At the register, the two had a thoughtful conversation about the toy blocks that once belonged to Moses’ 6-year-old son and 4-year-old daughter, the namesakes of her boutique.

Between 10 a.m. to 1 p.m. Saturday, shoppers like Vaughn explored locally owned businesses along Henderson’s Water Street during Shop Small Henderson, the busiest day of the year for many of these store owners.

The event was one of several held in Nevada in connection with the national shopping holiday known as Small Business Saturday, now in its ninth year.

“They’re more caring, more hands on,” Vaughn, a longtime Henderson resident, said of small business owners. “I do try to shop at mom and pop joints, and I certainly don’t want to see them go down to the big ones.”

Moses, who has lived in Henderson for 14 years, opened her buy-and-trade boutique almost four years ago.

“I was looking for affordable clothing and items for myself when I was pregnant and was having a really hard time finding quality stuff,” she said. “I was searching for a store like this and I just couldn’t find one, so a light went off in my head.”

Just outside her store, Diane and Caitlyn Krzisnik smiled as a handful of shoppers sifted through their clothing racks and boxes of custom-printed children’s leggings.

Two years ago, the mom and daughter duo started their clothing business, Doodlebug Boutique, named after Diane’s nickname for her 26-year-old daughter. This year, Diane Krzisnik said, their business partnered with Moses, who gave them permission to set up their pop-up booth in front of Archer & Jane.

“I do like to team up with similar stores because we don’t all carry the same things, but we do have the same idea: offering affordable products to families and moms,” Moses later said.

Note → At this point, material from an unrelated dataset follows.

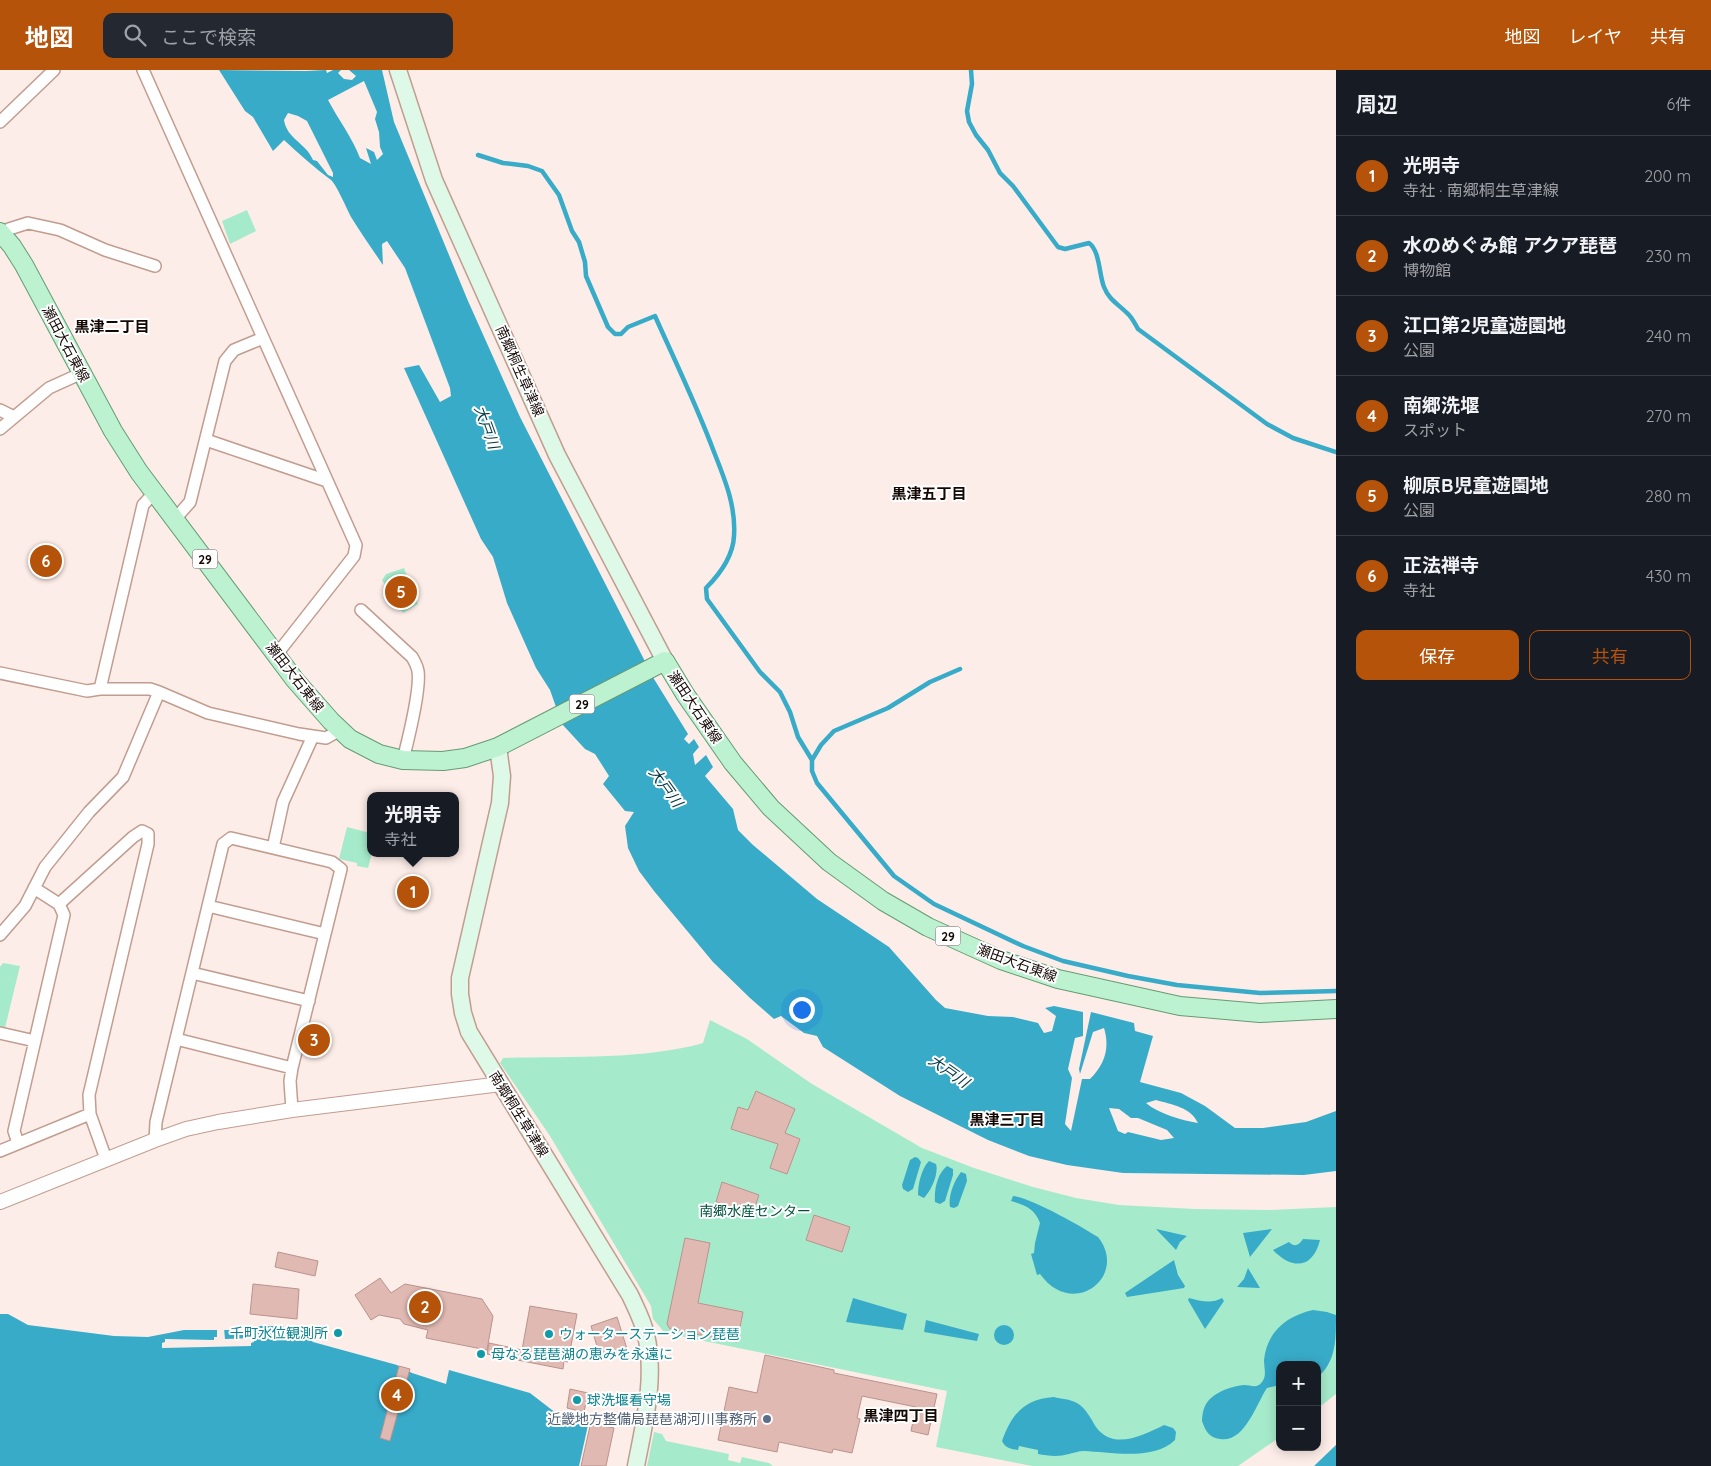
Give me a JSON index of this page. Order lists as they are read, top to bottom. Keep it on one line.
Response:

For the Krzisniks, Doodlebug Boutique is their main source of income. It was inspired by Caitlyn’s now 3-year-old son Jaden, who is autistic and was born at just 24 weeks old.

“He’s my sole purpose behind this,” said Caitlyn Krzisnik, who is also a full-time college student. Business owners have bills to pay and families to feed, she said, “but in our case, it’s medical bills, oxygen, therapy, special food.”

And for that, Diane Krzisnik added, Small Shop Henderson is one of the most important days for her and her daughter, who run their business out of their home.

“Small businesses are about families, supporting locals and bringing the community together,” she said.